Leetcode in Scala3 (Dotty): N-Repeated Element in Size 2N Array

Imperative Solution in Java

I start with a baseline imperative solution for Leetcode’s “N-Repeated Element in Size 2N Array” in Java as follows:

package main;

public class Solution0_java {
  public static int repeatedNTimes(int[] a) {   
    for (int i = 0; i < a.length; ++i) {
      for (int j = 1; j < 4 && i + j < a.length; ++j) {
        if (a[i] == a[i + j]) {
            return a[i];
        }
      }
    }
    throw new IllegalArgumentException();
  }
}

JMH Benchmark

I measure the performance with JMH on the 2,4 GHz 8-Core Intel Core i9 CPU:

@OutputTimeUnit(TimeUnit.MILLISECONDS)
@BenchmarkMode(Array(Mode.Throughput))
class SolutionBenchmark:

  def randomArray: Array[Int] =
    val n = 100
    var arr1 = Array.range(1, n + 2)
    val v = arr1(Random.nextInt(arr1.size))
    val arr2 = Array.fill(n - 1)(v)
    val arr = arr1 ++ arr2
    arr
  
  def generate = 
    val arr = randomArray
    val vec = arr.toVector
    (arr, vec)

  @Benchmark
  def solution0Java(blackhole: Blackhole): Unit =
    val (arr, _) = generate
    val r = main.Solution0_java.repeatedNTimes(arr)
    blackhole.consume(r)
  
  @Benchmark
  def solution2Scala(blackhole: Blackhole): Unit =
    val (_, vec) = generate
    val r = main.Solution2.repeatedNTimes(vec)
    blackhole.consume(r)

I pass the instance of Vector[Int] to the next solutions in Scala. To avoid conversion overhead between those data structures I generate both Array[Int] and Vector[Int] simultaneously. Also, generate produces worst-case array when the algorithm requires to pass half of an array.

The JMH result:

884.907 ±(99.9%) 15.321 ops/ms [Average]
(min, avg, max) = (880.368, 884.907, 891.349), stdev = 3.979
CI (99.9%): [869.587, 900.228] (assumes normal distribution)

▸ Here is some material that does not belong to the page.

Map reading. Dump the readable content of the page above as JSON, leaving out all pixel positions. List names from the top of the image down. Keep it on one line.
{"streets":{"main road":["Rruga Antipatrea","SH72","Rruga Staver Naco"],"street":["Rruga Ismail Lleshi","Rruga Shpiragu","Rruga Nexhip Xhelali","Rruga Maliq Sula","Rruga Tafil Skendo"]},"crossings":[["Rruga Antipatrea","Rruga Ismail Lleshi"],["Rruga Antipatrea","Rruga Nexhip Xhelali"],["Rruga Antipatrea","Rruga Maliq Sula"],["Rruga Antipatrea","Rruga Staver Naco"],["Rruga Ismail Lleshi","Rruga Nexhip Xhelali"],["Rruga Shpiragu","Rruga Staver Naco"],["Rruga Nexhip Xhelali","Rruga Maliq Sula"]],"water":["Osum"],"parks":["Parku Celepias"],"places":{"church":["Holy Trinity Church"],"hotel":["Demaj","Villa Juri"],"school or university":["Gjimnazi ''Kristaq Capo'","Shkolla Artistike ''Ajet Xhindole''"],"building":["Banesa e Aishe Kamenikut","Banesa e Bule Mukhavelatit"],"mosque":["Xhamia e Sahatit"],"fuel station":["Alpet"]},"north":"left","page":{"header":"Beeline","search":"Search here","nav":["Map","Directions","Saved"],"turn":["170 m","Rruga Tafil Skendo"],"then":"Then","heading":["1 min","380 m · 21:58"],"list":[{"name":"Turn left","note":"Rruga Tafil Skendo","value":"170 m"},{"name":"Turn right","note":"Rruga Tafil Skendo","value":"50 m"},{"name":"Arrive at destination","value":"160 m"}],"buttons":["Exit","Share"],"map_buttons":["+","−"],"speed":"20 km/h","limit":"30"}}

Imperative Solution in Scala

An equivalent imperative solution in Scala is as follows:

object Solution1:
  def repeatedNTimes(a: Array[Int]): Int = 
    var i = 0
    while (i < a.size)
      var j = 1
      while (j < 4 && j + i < a.size)
        if (a(i) == a(i + j))
          return a(i)
        j += 1
      i += 1
    throw IllegalArgumentException("a repeated element must exist")

The JMH result:

861.698 ±(99.9%) 28.190 ops/ms [Average]
(min, avg, max) = (851.490, 861.698, 871.806), stdev = 7.321
CI (99.9%): [833.508, 889.887] (assumes normal distribution)

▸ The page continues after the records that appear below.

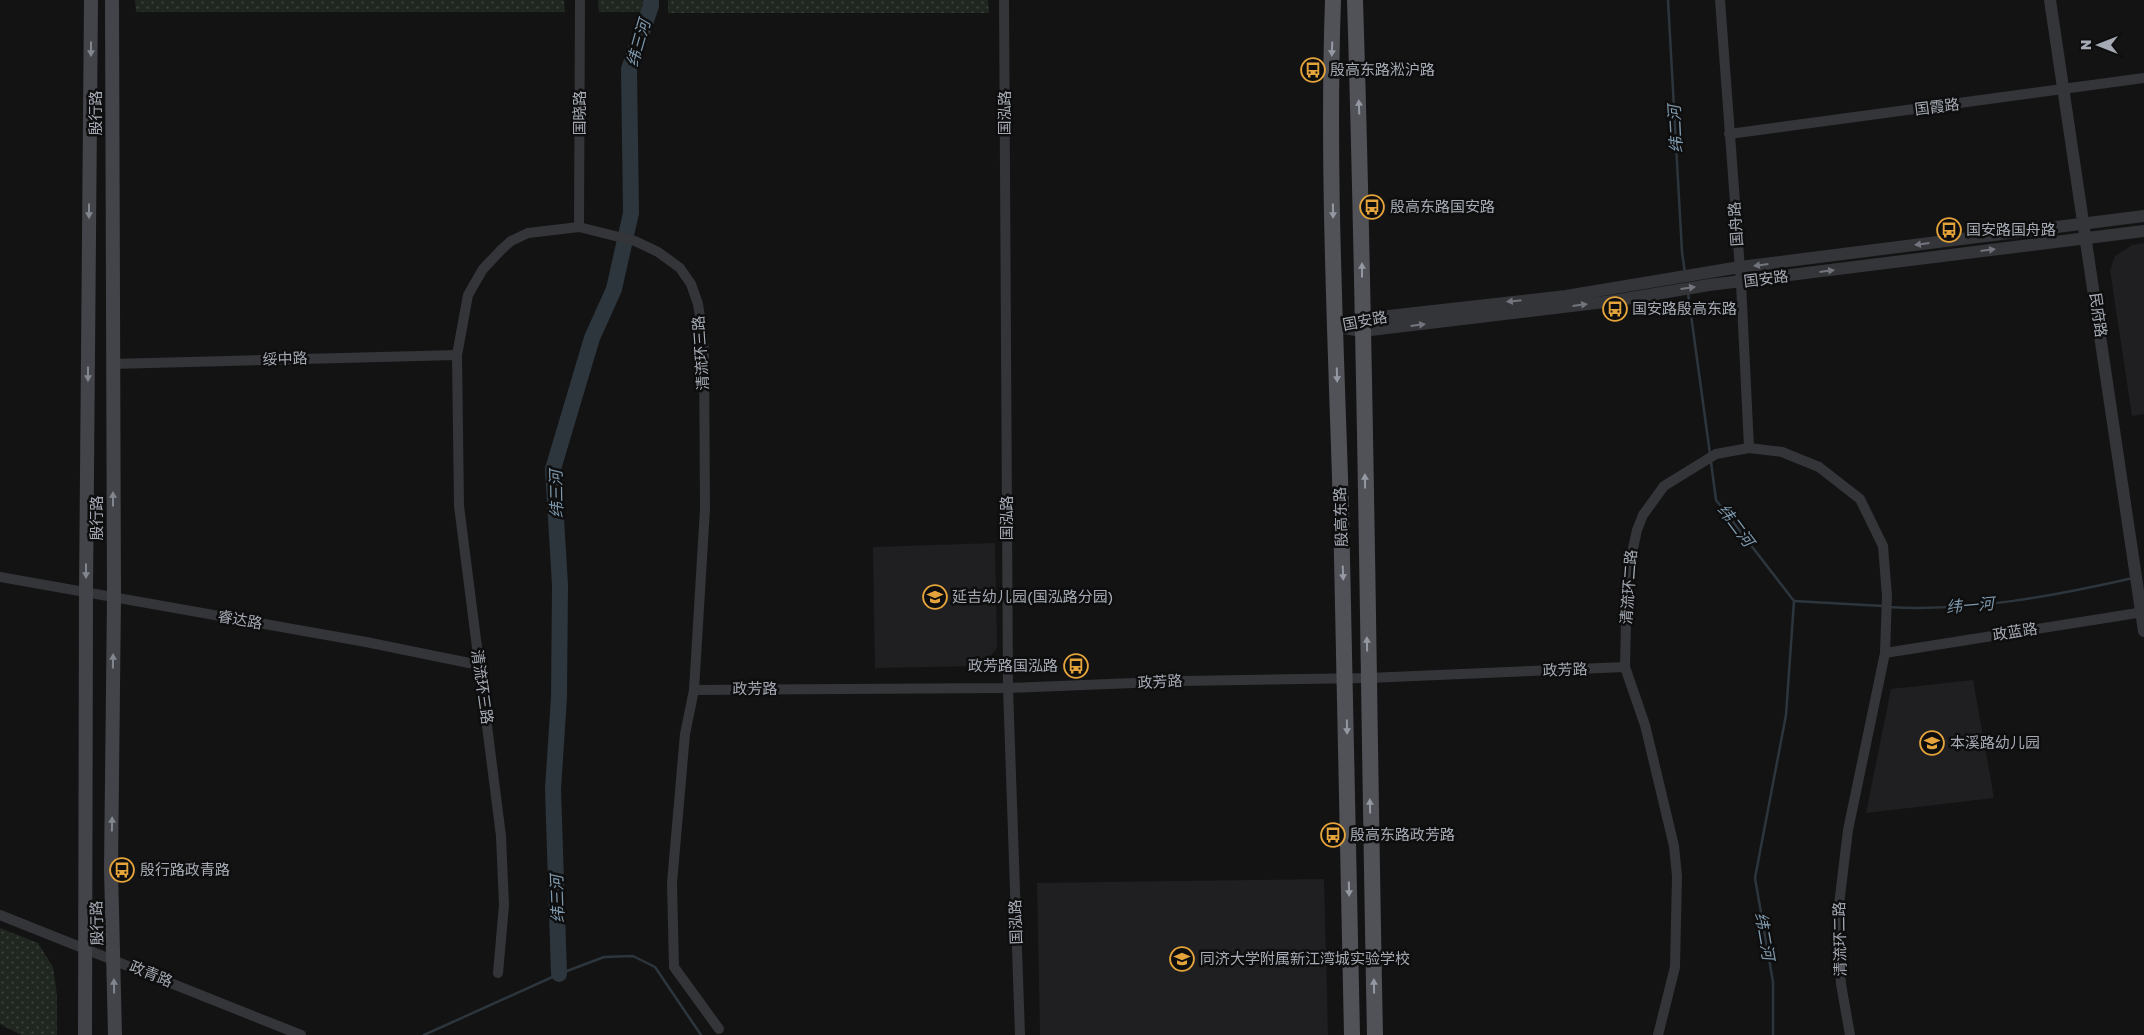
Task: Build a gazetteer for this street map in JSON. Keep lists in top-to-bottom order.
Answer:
{
  "streets": {
    "main road": ["殷行路", "殷高东路"],
    "street": [
      "国霞路",
      "国晓路",
      "国泓路",
      "国舟路",
      "国安路",
      "民府路",
      "清流环三路",
      "绥中路",
      "清流环二路",
      "睿达路",
      "政蓝路",
      "政芳路",
      "政青路"
    ]
  },
  "crossings": [
    ["国霞路", "国舟路"],
    ["国霞路", "民府路"],
    ["殷行路", "绥中路"],
    ["殷行路", "睿达路"],
    ["殷行路", "政青路"],
    ["国晓路", "清流环三路"],
    ["国泓路", "政芳路"],
    ["国舟路", "国安路"],
    ["国舟路", "清流环二路"],
    ["国安路", "民府路"],
    ["国安路", "殷高东路"],
    ["民府路", "政蓝路"],
    ["清流环三路", "绥中路"],
    ["清流环三路", "睿达路"],
    ["清流环三路", "政芳路"],
    ["殷高东路", "政芳路"],
    ["清流环二路", "政蓝路"],
    ["清流环二路", "政芳路"]
  ],
  "water": ["纬三河", "纬二河", "纬一河"],
  "places": {
    "bus stop": [
      "殷高东路淞沪路",
      "殷高东路国安路",
      "国安路国舟路",
      "国安路殷高东路",
      "政芳路国泓路",
      "殷高东路政芳路",
      "殷行路政青路"
    ],
    "school or university": ["延吉幼儿园(国泓路分园)", "本溪路幼儿园", "同济大学附属新江湾城实验学校"]
  },
  "north": "left"
}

Scala code is ~30 ops/ms slower than Java code.

Functional Solutions in Scala

I decompose while loops to tailrec-optimised recursive calls:

object Solution2:
  def isValid(v: Vector[Int], i: Int): Int =
    @tailrec
    def check(j: Int = 1): Int = 
      if (j >= 4) 
        -1
      else if (i + j < v.size && v(i) == v(i + j))
        v(i)
      else
        check(j + 1)
    check()

  @tailrec
  def traverse(v: Vector[Int], i: Int = 0): Int =
    if (i >= v.size)
      throw IllegalArgumentException("a repeated element must exist")
    isValid(v, i) match
      case -1 => traverse(v, i + 1)
      case x  => x

  def repeatedNTimes(v: Vector[Int]): Int = 
    traverse(v)

The result JMH:

373.917 ±(99.9%) 15.016 ops/ms [Average]
(min, avg, max) = (370.203, 373.917, 379.355), stdev = 3.900
CI (99.9%): [358.900, 388.933] (assumes normal distribution)

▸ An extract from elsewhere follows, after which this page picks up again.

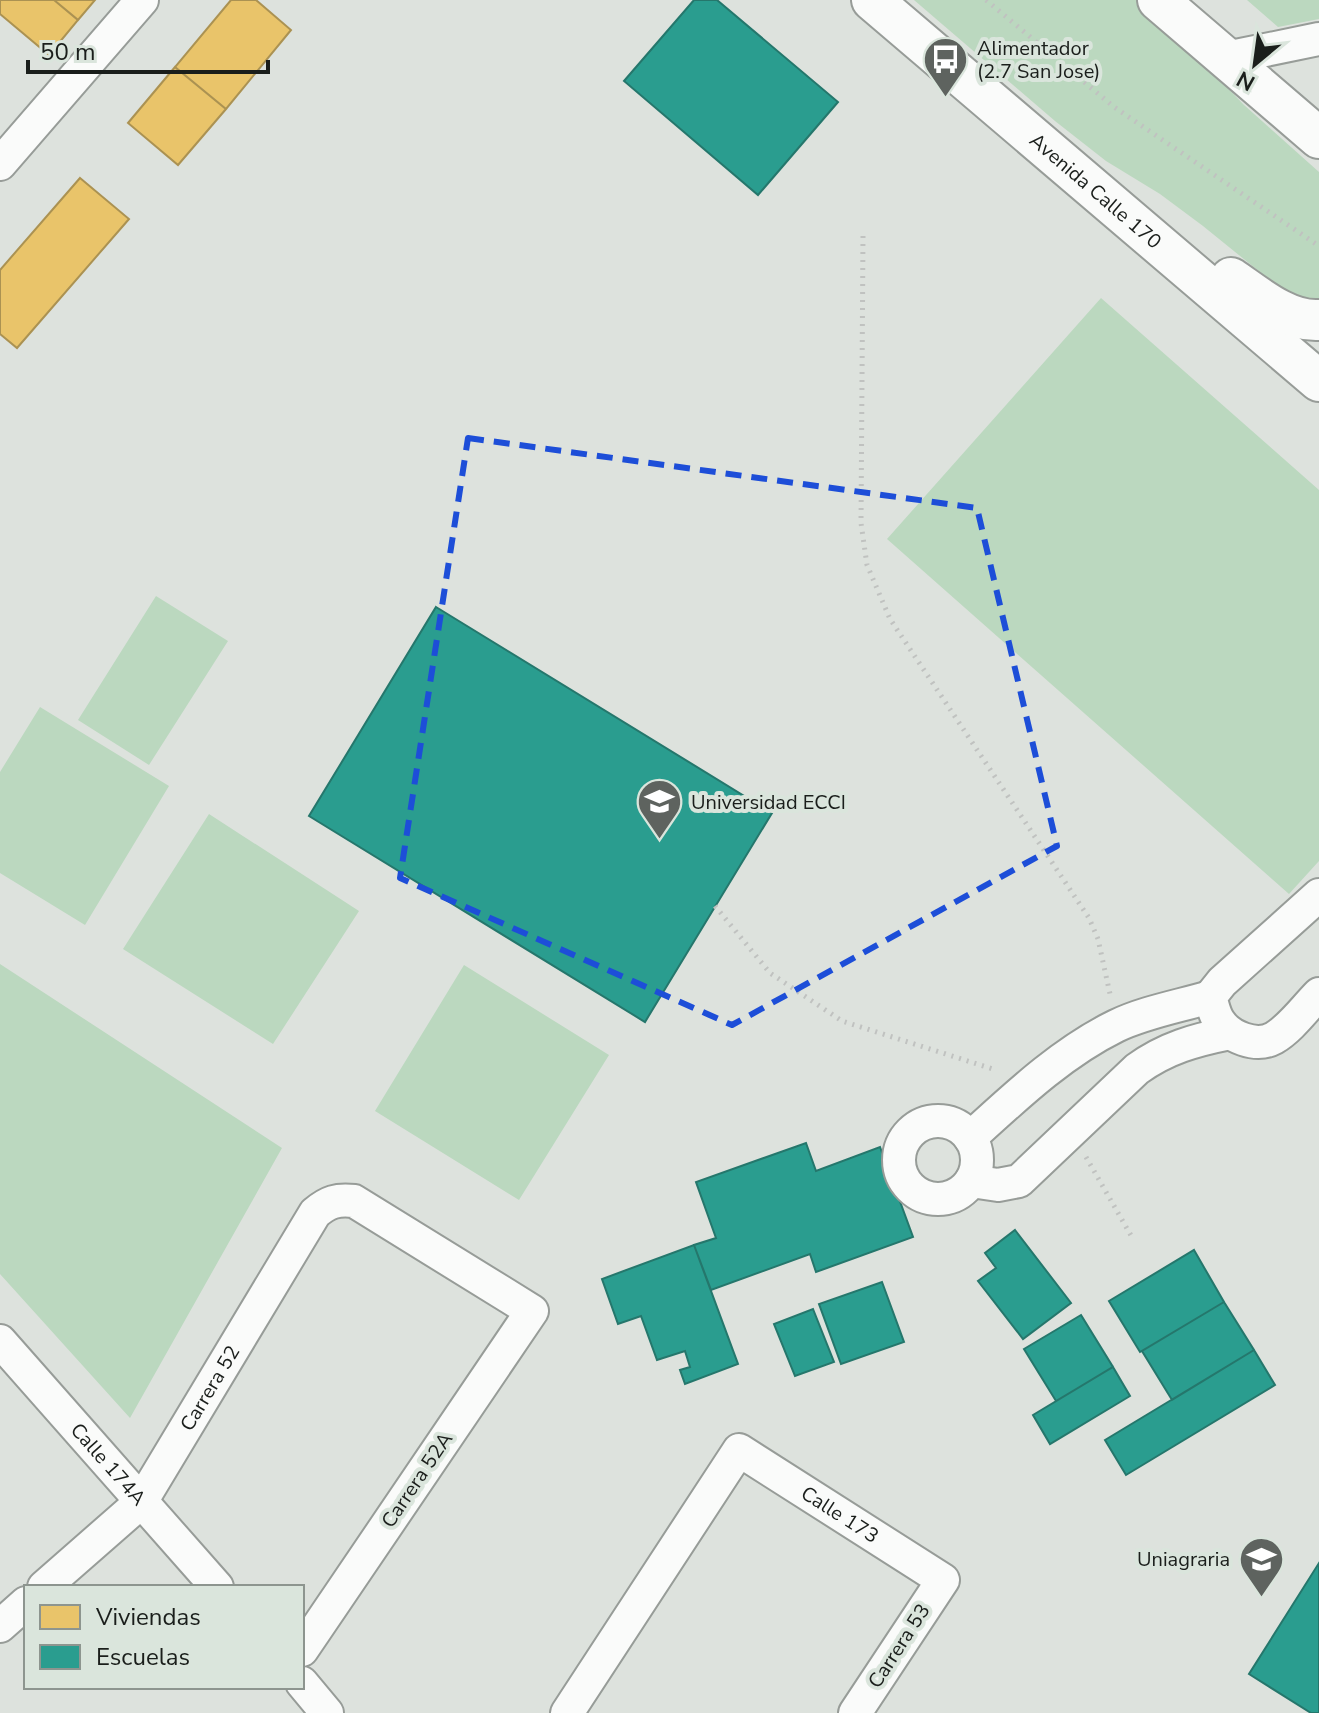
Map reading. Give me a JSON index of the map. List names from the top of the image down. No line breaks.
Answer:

Functions calls drop performance for ~40 ops/ms.

I return -1 from check because task description implies A[i] >= 0. In general check should return Option[Int]. Let’s measure the cost of wrapping result to Option[Int]:

object Solution3:
  def isValid(v: Vector[Int], i: Int): Option[Int] =
    @tailrec
    def check(j: Int = 1): Option[Int] =
      if (j >= 4)
        None
      else if (i + j < v.size && v(i + j) == v(i))
        Some(v(i))
      else
        check(j + 1)
    check()

  @tailrec
  def traverse(v: Vector[Int], i: Int = 0): Int =
    if (i >= v.size)
      throw IllegalArgumentException("a repeated element must exist")
    isValid(v, i) match
      case None    => traverse(v, i + 1)
      case Some(x) => x

  def repeatedNTimes(v: Vector[Int]): Int =
    traverse(v)

The JMH result:

358.069 ±(99.9%) 5.131 ops/ms [Average]
(min, avg, max) = (356.584, 358.069, 360.197), stdev = 1.333
CI (99.9%): [352.938, 363.200] (assumes normal distribution)

Return Option as a result type costs ~5 ops/ms.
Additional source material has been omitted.